Although the ban has failed to keep GM products out of Venezuela — as Venezuela has long imported a majority of its food, much of it originating in countries that are among the world’s largest producers of genetically modified foods — one clear effect has been preventing companies like Monsanto and other major agrochemical and seed companies from gaining any significant foothold in the Venezuelan market.
In 2013, a new seed law was nearly passed that would have allowed GM seeds to be sold in Venezuela through a legal loophole. That law, which was authored by a member of the Chavista United Socialist Party of Venezuela (PSUV), was widely protested by farmers, indigenous activists, environmentalists, and eco-socialist groups, which led to the law’s transformation into what has been nicknamed the “People’s Seed Law.” That law, passed in 2015, went even farther than the original 2004 ban by banning not just GM seeds but several toxic agrochemicals, while also strengthening heirloom seed varieties through the creation of the National Seed Institute.
Soon after the new seed law was passed in 2015, the U.S.-backed Venezuelan opposition led by the Roundtable of Democratic Unity (MUD) — a group comprised of numerous U.S.-funded political parties, including Guaidó’s Popular Will — took control of the country’s National Assembly. Until Venezuela’s Supreme Court dissolved the assembly in 2017, the MUD-legislature attempted to repeal the seed law on several occasions. Those in favor of the repeal called the seed bill “anti-scientific” and damaging to the economy.

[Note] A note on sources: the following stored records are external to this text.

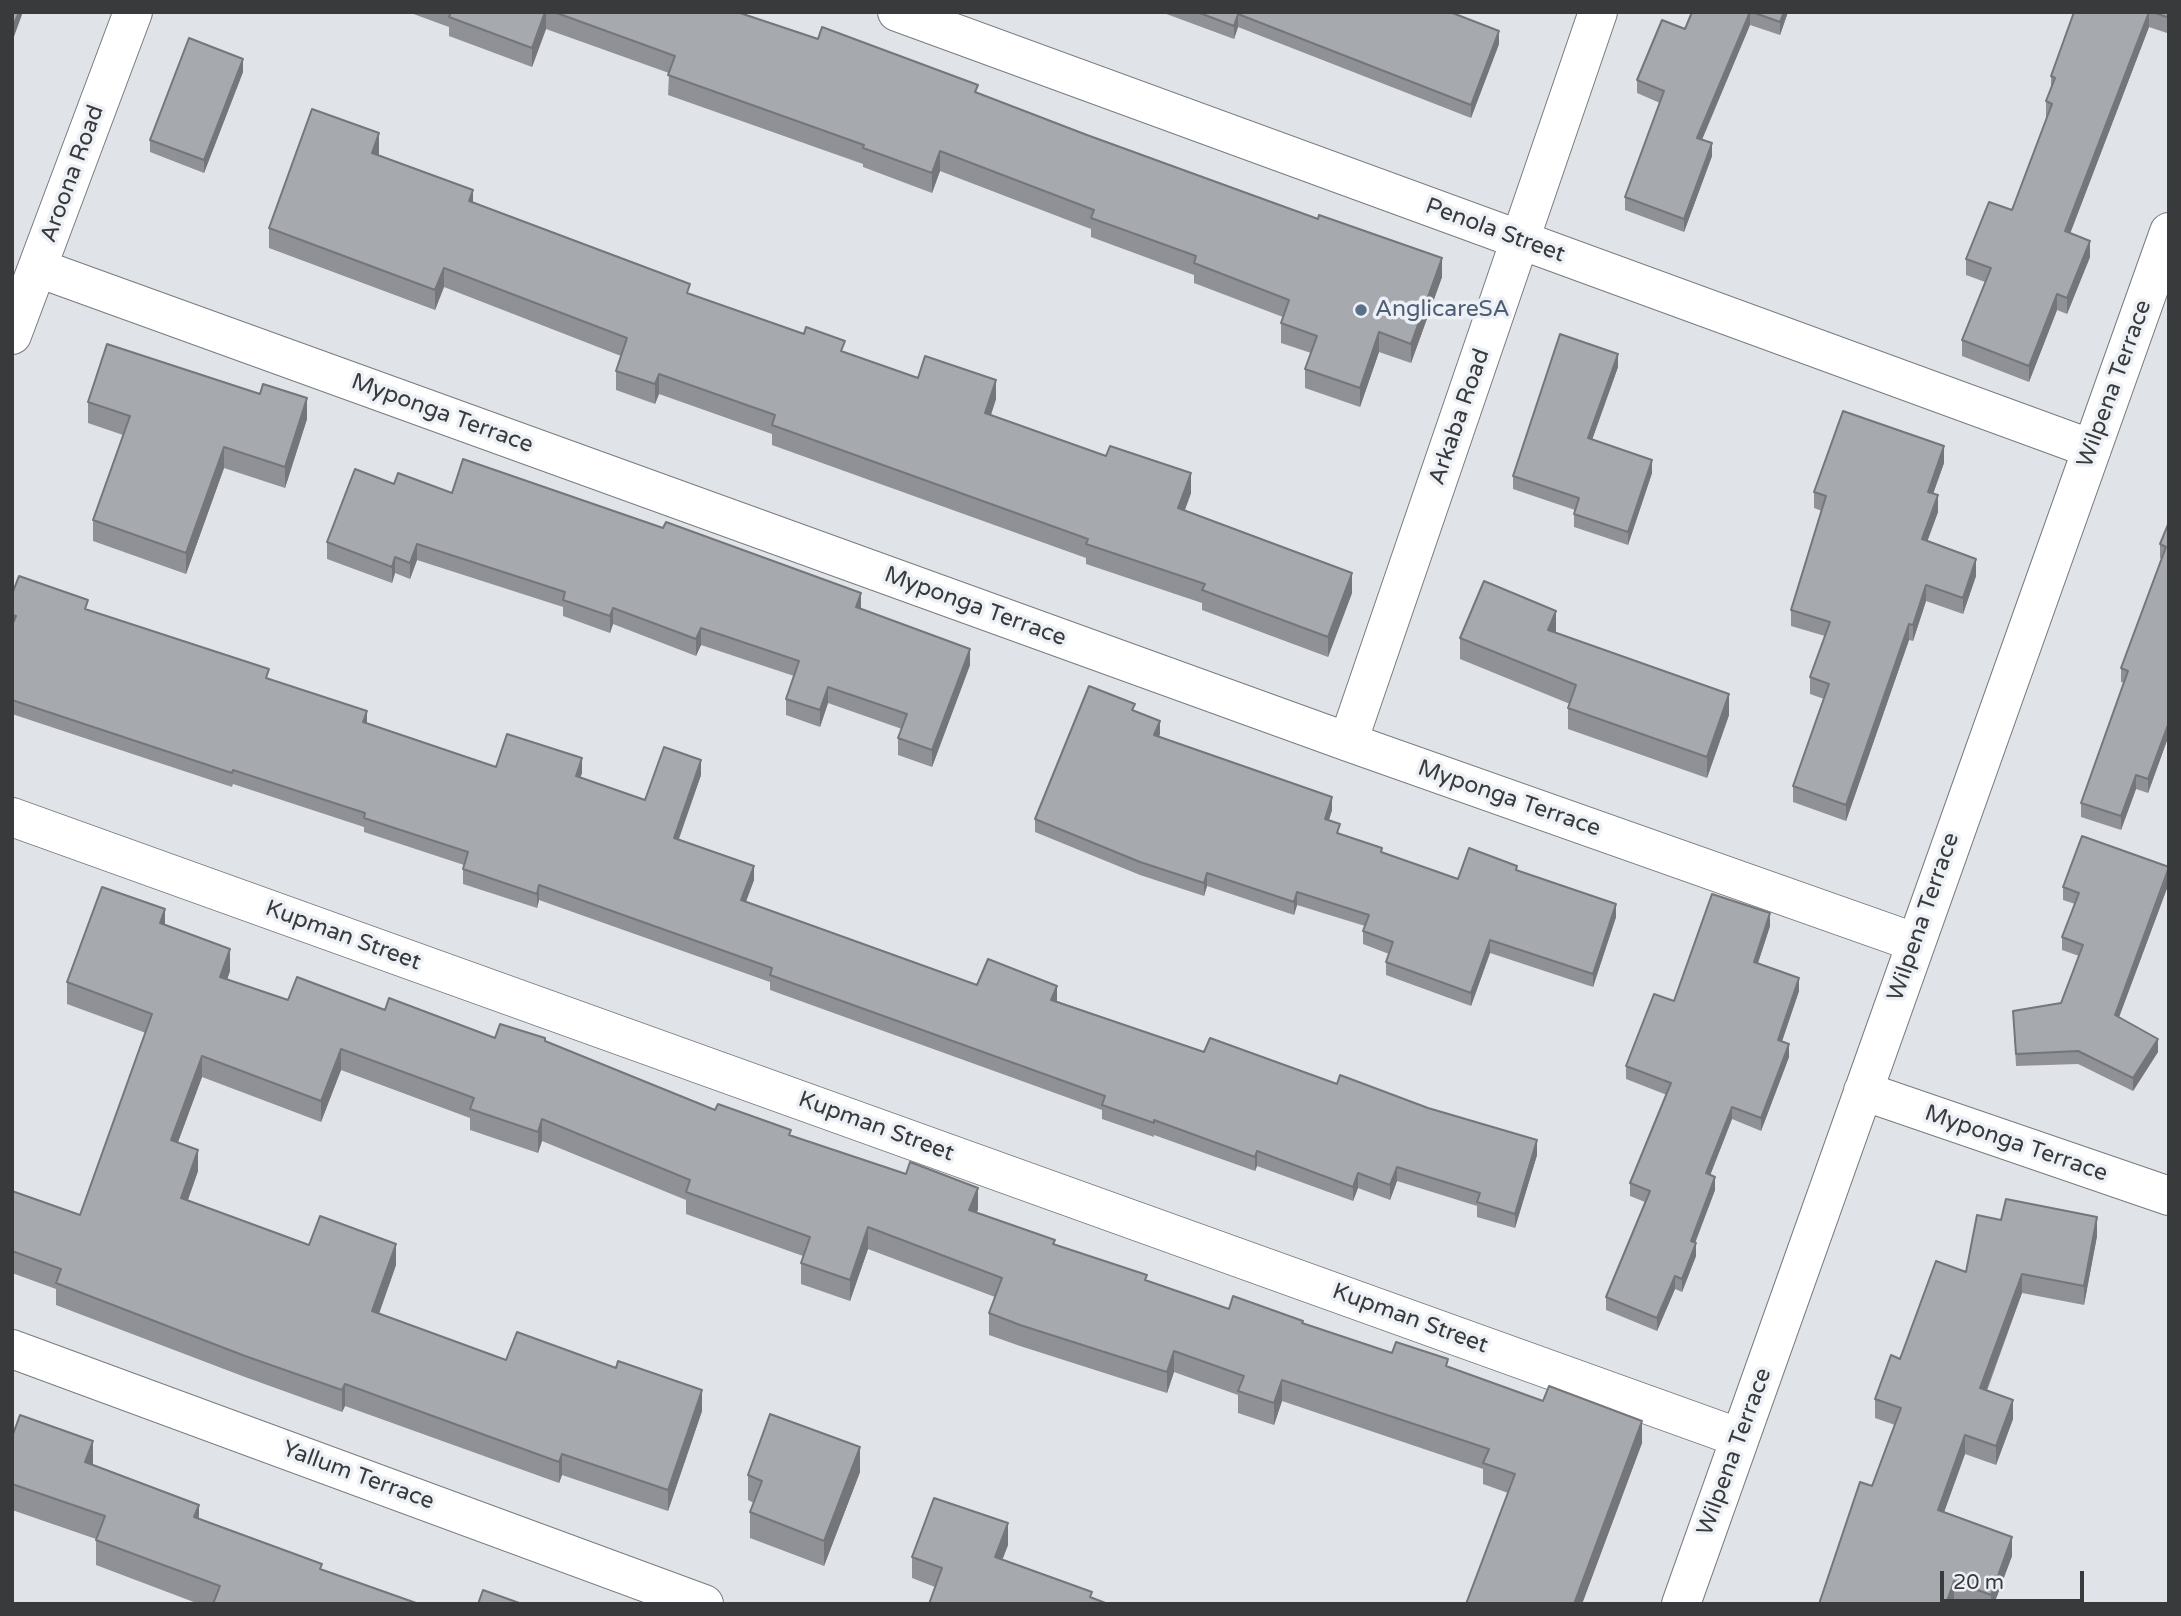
<!DOCTYPE html>
<style>
body{margin:0}
#map{position:relative;width:2181px;height:1616px;overflow:hidden;background:#e0e4e8;font-family:"Varela Round",sans-serif}
canvas{display:block}
.frame{position:absolute;inset:0;border:14px solid #383a3c;pointer-events:none}
.scale{position:absolute;left:1940px;top:1571px;width:144px;height:32px;box-sizing:border-box;border:4px solid #383a3c;border-top:0;padding-left:9px;font-size:21px;line-height:24px;white-space:nowrap;color:#383a3c;-webkit-text-stroke:5px #edf1f6;paint-order:stroke}
</style>
<div id="map">
<canvas width="2181" height="1616"></canvas>
<div class="frame"></div>
<div class="scale">20 m</div>
</div>
<script>
const context = document.querySelector('canvas').getContext('2d');
context.lineJoin = 'round';
const shape = rows => new Path2D(rows.map(r => 'M' + r).join(''));
function strokePath(path, color, width, dash) { context.strokeStyle = color; context.lineWidth = width; context.lineCap = dash ? 'butt' : 'round'; context.setLineDash(dash || []); context.stroke(path); }
function fillPath(path, color) { context.fillStyle = color; context.fill(path, 'evenodd'); }
function drawText(font, color, halo, rows, align = 'center') {
  context.font = font + ' "Varela Round",sans-serif'; context.lineWidth = 7; context.setLineDash([]); context.textBaseline = 'middle'; context.strokeStyle = halo; context.fillStyle = color; for (const [text, x, y, turn = 0] of rows) {
    context.save(); context.translate(x, y); context.rotate((+turn || 0) * Math.PI / 180); context.textAlign = isNaN(turn) ? turn : align; if (halo) context.strokeText(text, 0, 0); context.fillText(text, 0, 0); context.restore();
  }
}
const street = shape([
 [897,12,2092,449],
 [38,268,1348,742,1914,942],
 [12,335,133,12],
 [1348,742,1598,12],
 [12,817,1740,1438],
 [1863,1091,2169,1196],
 [12,1349,704,1604],
 [1681,1604,2169,232]
]);
const wall = shape([
 [408,12,737,12,978,93,1442,277,1411,363,1379,352,1360,407,1305,388,1305,369,1311,353,1281,343,1281,323,1283,317,1194,283,1194,275,1091,237,1091,229,940,171,932,193,863,167,863,164,668,95,669,73,546,29,532,67,449,36,449,27],
 [1161,12,1450,12,1499,44,1471,118,1238,27,1234,39],
 [1692,12,1788,12,1780,35,1750,25,1702,140,1712,156,1684,232,1625,210,1625,197,1660,103,1637,93,1637,80,1685,29],
 [2074,12,2169,12,2169,29,2167,33,2149,27,2070,233,2090,257,2067,314,2057,310,2029,382,1962,356,1962,340,1985,282,1966,275,1966,259,2012,210,2047,117,2046,117,2046,101,2051,90,2051,76],
 [243,72,204,173,150,152,150,140],
 [379,153,379,155,473,203,690,294,845,352,918,378,996,399,991,415,1191,493,1185,510,1352,593,1328,657,1202,610,1202,603,1086,564,1086,558,772,445,772,434,659,394,655,404,616,390,616,371,621,356,444,287,435,310,269,248,269,228],
 [1618,367,1592,440,1652,473,1628,545,1574,527,1574,514,1575,510,1513,489,1513,476],
 [88,402,307,419,285,488,224,468,186,574,93,541,93,520,123,435,88,423],
 [1944,463,1933,494,1938,512,1927,541,1976,576,1963,614,1926,601,1913,641,1909,640,1846,821,1793,802,1793,786,1824,699,1810,694,1810,677,1825,636,1791,626,1791,610,1822,511,1814,508,1814,492],
 [394,484,452,493,861,609,970,665,932,767,898,755,898,738,902,729,828,703,820,727,786,715,786,699,794,676,701,645,696,656,613,624,610,633,563,616,563,607,417,560,410,579,395,573,392,583,327,559,327,542],
 [2169,522,2169,735,2148,793,2136,789,2121,830,2081,817,2081,803,2124,683,2121,682,2121,668,2162,559,2160,558,2160,544],
 [12,594,88,610,269,679,367,724,496,767,582,773,580,777,645,800,701,775,679,839,754,880,746,902,977,985,1057,1000,1057,1001,1204,1052,1337,1084,1537,1155,1515,1228,1477,1217,1477,1206,1397,1181,1390,1200,1358,1188,1353,1201,1257,1166,1255,1171,1154,1135,1154,1137,1102,1119,1102,1110,770,990,770,982,539,900,537,908,463,884,463,869,464,865,364,832,364,827,233,784,232,787,12,714],
 [1556,633,1729,715,1707,778,1568,729,1568,708,1570,704,1460,659,1460,638],
 [1135,711,1160,734,1159,736,1332,810,1329,820,1340,834,1382,852,1458,879,1517,870,1616,917,1593,987,1490,953,1471,1006,1386,975,1386,962,1389,954,1363,944,1363,931,1365,926,1297,905,1294,915,1207,886,1204,896,1140,875,1035,832,1035,819],
 [2169,867,2169,883,2119,1017,2158,1052,2133,1091,2078,1064,2016,1066,2013,1011,2061,1003,2079,956,2062,950,2062,937,2075,904,2063,900,2063,887],
 [165,925,230,971,227,980,288,1000,385,1010,495,1038,545,1041,715,1110,791,1136,978,1209,977,1213,1147,1281,1229,1309,1303,1324,1392,1353,1448,1367,1642,1443,1582,1604,1466,1604,1508,1493,1483,1484,1483,1469,1282,1401,1274,1425,1238,1413,1238,1395,1174,1372,1167,1393,1020,1346,989,1335,989,1313,995,1297,868,1249,850,1301,801,1284,801,1263,803,1256,686,1214,686,1200,542,1141,538,1153,470,1130,470,1118,341,1070,321,1122,202,1077,178,1142,198,1171,188,1200,309,1245,396,1265,379,1314,506,1360,702,1411,668,1511,562,1475,559,1483,345,1406,342,1412,245,1377,56,1305,56,1289,12,1273,12,1191,80,1215,146,1033,67,1004,67,982],
 [1770,926,1758,963,1799,991,1782,1041,1789,1057,1761,1131,1732,1119,1710,1175,1715,1190,1695,1242,1696,1256,1682,1292,1675,1289,1657,1331,1606,1310,1606,1297,1645,1202,1630,1196,1630,1183,1667,1095,1626,1079,1626,1066,1674,1001],
 [2001,1220,2097,1236,2084,1305,2022,1293,1987,1391,2013,1419,1996,1465,1965,1454,1944,1512,2012,1556,1994,1604,1964,1604,1954,1600,1952,1604,1819,1604,1872,1486,1895,1425,1875,1418,1875,1399,1900,1359,1966,1272],
 [12,1437,93,1465,199,1518,322,1570,419,1604,199,1604,96,1565,96,1539,12,1510],
 [860,1472,824,1566,750,1538,750,1512,754,1503,748,1500,748,1475],
 [1008,1545,1002,1560,1092,1598,935,1587,912,1578,912,1557]
]);
const shadedWall = shape([
 [19,12,23,12,12,42,12,29],
 [545,12,546,12,546,29,532,67,532,48],
 [1750,12,1750,25,1697,151,1697,138],
 [1784,12,1788,12,1780,35,1780,22],
 [2149,12,2149,27,2065,247,2065,231],
 [2169,13,2169,29,2167,33,2167,17],
 [1238,14,1238,27,1234,39,1234,26],
 [1499,31,1499,44,1471,118,1471,105],
 [243,59,243,72,204,173,204,160],
 [379,133,379,153,372,173,372,153],
 [1712,143,1712,156,1684,232,1684,219],
 [940,151,940,171,932,193,932,173],
 [473,190,473,210,469,201],
 [2090,241,2090,257,2067,314,2067,298],
 [1442,258,1442,277,1411,363,1411,344],
 [444,268,444,287,435,310,435,290],
 [2057,294,2057,310,2029,382,2029,366],
 [1379,332,1379,352,1360,407,1360,388],
 [1618,354,1618,367,1588,451,1588,438],
 [659,374,659,394,655,404,655,384],
 [996,380,996,399,985,432,985,413],
 [307,398,307,419,285,488,285,467],
 [1944,446,1944,463,1928,508,1928,492],
 [224,447,224,468,186,574,186,553],
 [1652,460,1652,473,1628,545,1628,532],
 [1191,473,1191,493,1178,528,1178,508],
 [1938,495,1938,512,1922,556,1922,539],
 [417,544,417,560,410,579,410,563],
 [395,557,395,573,392,583,392,567],
 [1976,559,1976,576,1963,614,1963,598],
 [1352,573,1352,593,1328,657,1328,637],
 [1926,585,1926,601,1913,641,1913,625],
 [861,593,861,609,856,607],
 [613,608,613,624,610,633,610,616],
 [1556,611,1556,632,1548,651,1548,630],
 [1909,624,1909,640,1846,821,1846,805],
 [701,628,701,645,696,656,696,639],
 [970,649,970,665,932,767,932,750],
 [828,687,828,703,820,727,820,710],
 [1729,694,1729,715,1707,778,1707,757],
 [367,711,367,726,363,722],
 [1160,721,1160,734,1154,748,1154,735],
 [2169,722,2169,735,2148,793,2148,779],
 [582,758,582,773,576,790,576,776],
 [701,760,701,775,674,852,674,838],
 [2136,775,2136,789,2121,830,2121,816],
 [1332,797,1332,810,1325,832,1325,819],
 [754,866,754,880,741,914,741,900],
 [2169,870,2169,883,2115,1028,2115,1015],
 [1207,873,1207,886,1204,896,1204,883],
 [539,885,539,900,537,908,537,894],
 [1297,892,1297,905,1294,915,1294,902],
 [1616,904,1616,917,1593,987,1593,974],
 [165,909,165,931,160,923],
 [1770,913,1770,926,1754,975,1754,962],
 [1490,940,1490,953,1471,1006,1471,993],
 [230,949,230,971,220,999,220,977],
 [1799,978,1799,991,1778,1053,1778,1040],
 [1057,986,1057,1000,1051,1014,1051,1000],
 [2158,1039,2158,1052,2133,1091,2133,1078],
 [1789,1044,1789,1057,1761,1131,1761,1118],
 [341,1049,341,1070,321,1122,321,1101],
 [202,1056,202,1077,171,1161,171,1140],
 [1732,1107,1732,1119,1706,1186,1706,1173],
 [542,1119,542,1141,538,1153,538,1132],
 [1537,1140,1537,1155,1515,1228,1515,1214],
 [198,1150,198,1171,181,1219,181,1198],
 [1257,1151,1257,1166,1255,1171,1255,1157],
 [1397,1167,1397,1181,1390,1200,1390,1185],
 [1358,1173,1358,1188,1353,1201,1353,1187],
 [1715,1177,1715,1190,1691,1254,1691,1241],
 [978,1188,978,1209,969,1232,969,1210],
 [2097,1217,2097,1236,2084,1305,2084,1286],
 [868,1227,868,1249,850,1301,850,1280],
 [1696,1243,1696,1256,1682,1292,1682,1279],
 [396,1244,396,1265,372,1333,372,1311],
 [2022,1274,2022,1293,1980,1407,1980,1388],
 [1675,1276,1675,1289,1657,1331,1657,1318],
 [1174,1351,1174,1372,1167,1393,1167,1372],
 [1282,1380,1282,1401,1274,1425,1274,1403],
 [345,1384,345,1406,342,1412,342,1390],
 [702,1390,702,1411,668,1511,668,1490],
 [2013,1400,2013,1419,1996,1465,1996,1446],
 [1642,1421,1642,1443,1582,1604,1574,1604],
 [1965,1435,1965,1454,1938,1529,1938,1510],
 [93,1441,93,1466,85,1462],
 [860,1447,860,1472,824,1566,824,1541],
 [562,1454,562,1475,559,1483,559,1462],
 [199,1505,199,1531,194,1517],
 [1008,1523,1008,1545,995,1579,995,1557],
 [2012,1537,2012,1556,1994,1604,1991,1604,1991,1595],
 [1954,1581,1954,1600,1952,1604,1946,1604]
]);
const building = shape([
 [12,12,19,12,12,29,12,12],
 [451,12,545,12,532,48,449,17,451,12],
 [554,12,737,12,818,39,822,27,978,85,975,92,1087,135,1318,219,1319,215,1442,258,1411,344,1379,332,1360,388,1305,369,1317,336,1281,323,1289,300,1194,263,1196,256,1091,218,1094,210,940,151,932,173,863,148,864,145,668,75,675,56,554,12],
 [1197,12,1450,12,1499,31,1471,105,1238,14,1234,26,1197,12],
 [1692,12,1750,12,1697,138,1712,143,1684,219,1625,197,1664,91,1637,80,1662,20,1685,29,1692,12],
 [1752,12,1784,12,1780,22,1752,12],
 [2074,12,2149,12,2065,231,2090,241,2067,298,2057,294,2029,366,1962,340,1991,268,1966,259,1989,202,2012,210,2052,104,2046,101,2055,78,2051,76,2074,12],
 [2152,12,2169,12,2169,13,2167,17,2152,12],
 [189,38,243,59,204,160,150,140,189,38],
 [312,109,379,133,372,153,473,190,469,201,690,284,687,293,804,334,806,327,845,341,841,351,918,378,925,356,996,380,985,413,1106,456,1110,446,1191,473,1178,508,1352,573,1328,637,1202,590,1205,584,1086,544,1088,539,772,425,775,415,659,374,655,384,616,371,627,338,444,268,435,290,269,228,312,109],
 [1560,334,1618,354,1588,438,1652,460,1628,532,1574,514,1579,498,1513,476,1560,334],
 [107,344,260,394,263,384,307,398,285,467,224,447,186,553,93,520,130,416,88,402,107,344],
 [1843,411,1944,446,1928,492,1938,495,1922,539,1976,559,1963,598,1926,585,1913,625,1909,624,1846,805,1793,786,1829,684,1810,677,1830,622,1791,610,1826,496,1814,492,1843,411],
 [463,459,663,528,666,522,861,593,856,607,970,649,932,750,898,738,907,714,828,687,820,710,786,699,799,661,701,628,696,639,613,608,610,616,563,600,565,592,417,544,410,563,395,557,392,567,327,542,355,469,394,484,398,473,452,493,463,459],
 [2169,522,2169,722,2148,779,2136,775,2121,816,2081,803,2128,671,2121,668,2166,547,2160,544,2169,522],
 [19,576,88,600,85,609,269,669,266,678,367,711,363,722,496,767,507,734,582,758,576,776,645,800,664,747,701,760,674,838,754,866,741,900,977,985,988,959,1057,986,1051,1000,1204,1052,1210,1038,1337,1084,1340,1075,1428,1108,1537,1140,1515,1214,1477,1202,1480,1193,1397,1167,1390,1185,1358,1173,1353,1187,1257,1151,1255,1157,1154,1120,1154,1123,1102,1105,1105,1096,770,975,772,968,539,885,537,894,463,869,468,852,364,818,365,813,233,770,232,773,12,700,12,625,16,616,12,615,12,594,19,576],
 [1484,581,1556,611,1548,630,1729,694,1707,757,1568,708,1576,685,1460,638,1484,581],
 [1089,686,1135,704,1132,710,1160,721,1154,735,1332,797,1325,819,1340,824,1337,833,1382,848,1381,852,1458,879,1469,848,1517,866,1516,870,1616,904,1593,974,1490,940,1471,993,1386,962,1393,942,1363,931,1369,915,1297,892,1294,902,1207,873,1204,883,1140,862,1035,819,1089,686],
 [2082,836,2169,867,2115,1015,2158,1039,2133,1078,2078,1051,2016,1054,2013,1011,2061,1003,2083,945,2062,937,2079,893,2063,887,2082,836],
 [102,887,165,909,160,923,230,949,220,977,288,1000,297,977,385,1010,389,998,495,1038,500,1024,545,1038,545,1041,715,1110,718,1104,791,1130,789,1135,906,1174,910,1162,978,1188,969,1210,1055,1240,1053,1244,1147,1275,1145,1280,1229,1309,1233,1296,1303,1321,1302,1323,1392,1353,1396,1342,1448,1359,1446,1366,1543,1401,1549,1386,1642,1421,1574,1604,1466,1604,1515,1474,1483,1463,1489,1449,1282,1380,1274,1403,1238,1391,1244,1376,1174,1351,1167,1372,1020,1325,989,1313,1002,1278,868,1227,850,1280,801,1263,810,1237,686,1192,690,1180,542,1119,538,1132,470,1109,474,1098,341,1049,321,1101,202,1056,171,1140,198,1150,181,1198,309,1245,320,1216,396,1244,372,1311,506,1360,517,1332,616,1368,618,1361,702,1390,668,1490,562,1454,559,1462,345,1384,342,1390,245,1356,56,1283,61,1269,12,1251,12,1191,80,1215,152,1014,67,982,102,887],
 [1712,894,1770,913,1754,962,1799,978,1778,1040,1789,1044,1761,1118,1732,1107,1706,1173,1715,1177,1691,1241,1696,1243,1682,1279,1675,1276,1657,1318,1606,1297,1650,1191,1630,1183,1671,1083,1626,1066,1654,994,1674,1001,1712,894],
 [2006,1199,2097,1217,2084,1286,2022,1274,1980,1388,2013,1400,1996,1446,1965,1435,1938,1510,2012,1537,1991,1595,1954,1581,1946,1604,1819,1604,1860,1482,1872,1486,1901,1408,1875,1399,1891,1355,1900,1359,1936,1261,1966,1272,1977,1215,2001,1220,2006,1199],
 [770,1414,860,1447,824,1541,750,1512,762,1481,748,1475,770,1414],
 [20,1415,93,1441,85,1462,199,1505,194,1517,322,1564,320,1569,419,1604,213,1604,220,1586,96,1540,105,1516,12,1484,12,1437,20,1415],
 [934,1498,1008,1523,995,1557,1092,1592,1090,1597,1108,1604,929,1604,942,1568,912,1557,934,1498],
 [483,1590,522,1604,478,1604,483,1590]
]);
const markers = [
 [1361,310,7,"#5c6f8a"]
];
const streetNames = [
 ["Aroona Road",73,174,-70],
 ["Penola Street",1495,231,20],
 ["Wilpena Terrace",2115,384,-70],
 ["Myponga Terrace",442,414,20],
 ["Arkaba Road",1460,417,-71],
 ["Myponga Terrace",975,607,20],
 ["Myponga Terrace",1509,799,19],
 ["Wilpena Terrace",1924,917,-71],
 ["Kupman Street",343,936,20],
 ["Kupman Street",876,1127,20],
 ["Myponga Terrace",2016,1144,19],
 ["Kupman Street",1410,1319,20],
 ["Wilpena Terrace",1735,1452,-70],
 ["Yallum Terrace",358,1476,20]
];
const serviceNames = [
 ["AnglicareSA",1375,310]
];
strokePath(street, '#777b7f', 40);
strokePath(street, '#fff', 38);
fillPath(wall, '#8f9196');
fillPath(shadedWall, '#74767a');
fillPath(building, '#a6a9ae');
strokePath(building, '#74767a', 2);
for (const [x, y, r, color] of markers) { const dot = new Path2D(); dot.arc(x, y, r, 0, 2 * Math.PI); context.fillStyle = color; context.fill(dot); strokePath(dot, '#edf1f6', 2.5); }
drawText('23px', '#383a3c', '#edf1f6', streetNames);
drawText('23px', '#4e5e75', '#edf1f6', serviceNames, 'left');
</script>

Despite the 2017 Supreme Court decision, the National Assembly has continued to meet, but the body holds no real power in the current Venezuelan government. However, if the current government is overthrown and Guaidó — the “interim president” who is also president of the dissolved National Assembly — comes to power, it seems almost certain that the “People’s Seed Law” will be one of the first pieces of legislation on the chopping block.
The AEI axis
Some of the key figures and loudest voices supporting the efforts of the Trump administration to overthrow the Venezuelan government in the United States are well-connected to one particular think-tank, the American Enterprise Institute (AEI). For instance, John Bolton — now Trump’s national security advisor and a major player in the administration’s aggressive Venezuela policy — was a senior fellow at AEI until he became Trump’s top national security official. As national security adviser, Bolton advises the president on foreign policy and issues of national security while also advising both the Secretary of State and the Secretary of Defense. As of late, he has been pushing for military action in Venezuela, according to media reports.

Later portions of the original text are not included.